# What the task asks
Would you set down every entry shown below, precisely as written?

##### Supplied records #####

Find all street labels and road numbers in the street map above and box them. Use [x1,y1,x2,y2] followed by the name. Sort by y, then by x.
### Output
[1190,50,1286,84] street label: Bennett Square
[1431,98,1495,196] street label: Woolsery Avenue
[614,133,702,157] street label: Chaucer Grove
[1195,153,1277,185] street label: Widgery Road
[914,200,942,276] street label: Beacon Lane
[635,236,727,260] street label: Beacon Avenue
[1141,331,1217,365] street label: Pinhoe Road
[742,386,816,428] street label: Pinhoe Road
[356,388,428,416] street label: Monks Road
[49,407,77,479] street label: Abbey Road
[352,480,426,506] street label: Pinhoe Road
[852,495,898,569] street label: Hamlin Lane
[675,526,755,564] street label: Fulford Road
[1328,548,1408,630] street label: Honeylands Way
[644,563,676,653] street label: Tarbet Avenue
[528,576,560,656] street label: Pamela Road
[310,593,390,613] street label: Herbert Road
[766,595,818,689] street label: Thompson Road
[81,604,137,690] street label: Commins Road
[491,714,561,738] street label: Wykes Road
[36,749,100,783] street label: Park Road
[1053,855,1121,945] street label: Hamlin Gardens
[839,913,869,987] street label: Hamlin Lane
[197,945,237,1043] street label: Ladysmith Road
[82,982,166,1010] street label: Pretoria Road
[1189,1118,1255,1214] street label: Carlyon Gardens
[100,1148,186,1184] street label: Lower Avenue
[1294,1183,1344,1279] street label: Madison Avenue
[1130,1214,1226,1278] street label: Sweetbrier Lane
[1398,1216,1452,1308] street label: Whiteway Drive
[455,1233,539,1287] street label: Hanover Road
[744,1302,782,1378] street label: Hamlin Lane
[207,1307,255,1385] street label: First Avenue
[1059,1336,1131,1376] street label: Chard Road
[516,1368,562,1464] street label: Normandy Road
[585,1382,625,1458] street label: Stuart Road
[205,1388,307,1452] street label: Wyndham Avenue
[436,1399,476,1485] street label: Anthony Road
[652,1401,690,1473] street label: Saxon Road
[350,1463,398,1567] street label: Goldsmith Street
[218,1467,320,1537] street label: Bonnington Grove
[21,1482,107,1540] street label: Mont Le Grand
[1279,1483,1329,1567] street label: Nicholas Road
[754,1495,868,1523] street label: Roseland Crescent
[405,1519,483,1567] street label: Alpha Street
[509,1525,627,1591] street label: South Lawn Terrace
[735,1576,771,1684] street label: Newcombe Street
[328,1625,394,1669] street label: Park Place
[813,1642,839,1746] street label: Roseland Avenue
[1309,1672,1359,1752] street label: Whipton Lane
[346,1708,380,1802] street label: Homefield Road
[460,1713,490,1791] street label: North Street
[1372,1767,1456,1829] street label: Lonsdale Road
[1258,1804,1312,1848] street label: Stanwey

#####

# Exercise solution
Find all street labels and road numbers in the street map above and box them. Use [x1,y1,x2,y2] followed by the name. Sort by y, then by x.
### Output
[1190,50,1286,84] street label: Bennett Square
[1431,98,1495,196] street label: Woolsery Avenue
[614,133,702,157] street label: Chaucer Grove
[1195,153,1277,185] street label: Widgery Road
[914,200,942,276] street label: Beacon Lane
[635,236,727,260] street label: Beacon Avenue
[1141,331,1217,365] street label: Pinhoe Road
[742,386,816,428] street label: Pinhoe Road
[356,388,428,416] street label: Monks Road
[49,407,77,479] street label: Abbey Road
[352,480,426,506] street label: Pinhoe Road
[852,495,898,569] street label: Hamlin Lane
[675,526,755,564] street label: Fulford Road
[1328,548,1408,630] street label: Honeylands Way
[644,563,676,653] street label: Tarbet Avenue
[528,576,560,656] street label: Pamela Road
[310,593,390,613] street label: Herbert Road
[766,595,818,689] street label: Thompson Road
[81,604,137,690] street label: Commins Road
[491,714,561,738] street label: Wykes Road
[36,749,100,783] street label: Park Road
[1053,855,1121,945] street label: Hamlin Gardens
[839,913,869,987] street label: Hamlin Lane
[197,945,237,1043] street label: Ladysmith Road
[82,982,166,1010] street label: Pretoria Road
[1189,1118,1255,1214] street label: Carlyon Gardens
[100,1148,186,1184] street label: Lower Avenue
[1294,1183,1344,1279] street label: Madison Avenue
[1130,1214,1226,1278] street label: Sweetbrier Lane
[1398,1216,1452,1308] street label: Whiteway Drive
[455,1233,539,1287] street label: Hanover Road
[744,1302,782,1378] street label: Hamlin Lane
[207,1307,255,1385] street label: First Avenue
[1059,1336,1131,1376] street label: Chard Road
[516,1368,562,1464] street label: Normandy Road
[585,1382,625,1458] street label: Stuart Road
[205,1388,307,1452] street label: Wyndham Avenue
[436,1399,476,1485] street label: Anthony Road
[652,1401,690,1473] street label: Saxon Road
[350,1463,398,1567] street label: Goldsmith Street
[218,1467,320,1537] street label: Bonnington Grove
[21,1482,107,1540] street label: Mont Le Grand
[1279,1483,1329,1567] street label: Nicholas Road
[754,1495,868,1523] street label: Roseland Crescent
[405,1519,483,1567] street label: Alpha Street
[509,1525,627,1591] street label: South Lawn Terrace
[735,1576,771,1684] street label: Newcombe Street
[328,1625,394,1669] street label: Park Place
[813,1642,839,1746] street label: Roseland Avenue
[1309,1672,1359,1752] street label: Whipton Lane
[346,1708,380,1802] street label: Homefield Road
[460,1713,490,1791] street label: North Street
[1372,1767,1456,1829] street label: Lonsdale Road
[1258,1804,1312,1848] street label: Stanwey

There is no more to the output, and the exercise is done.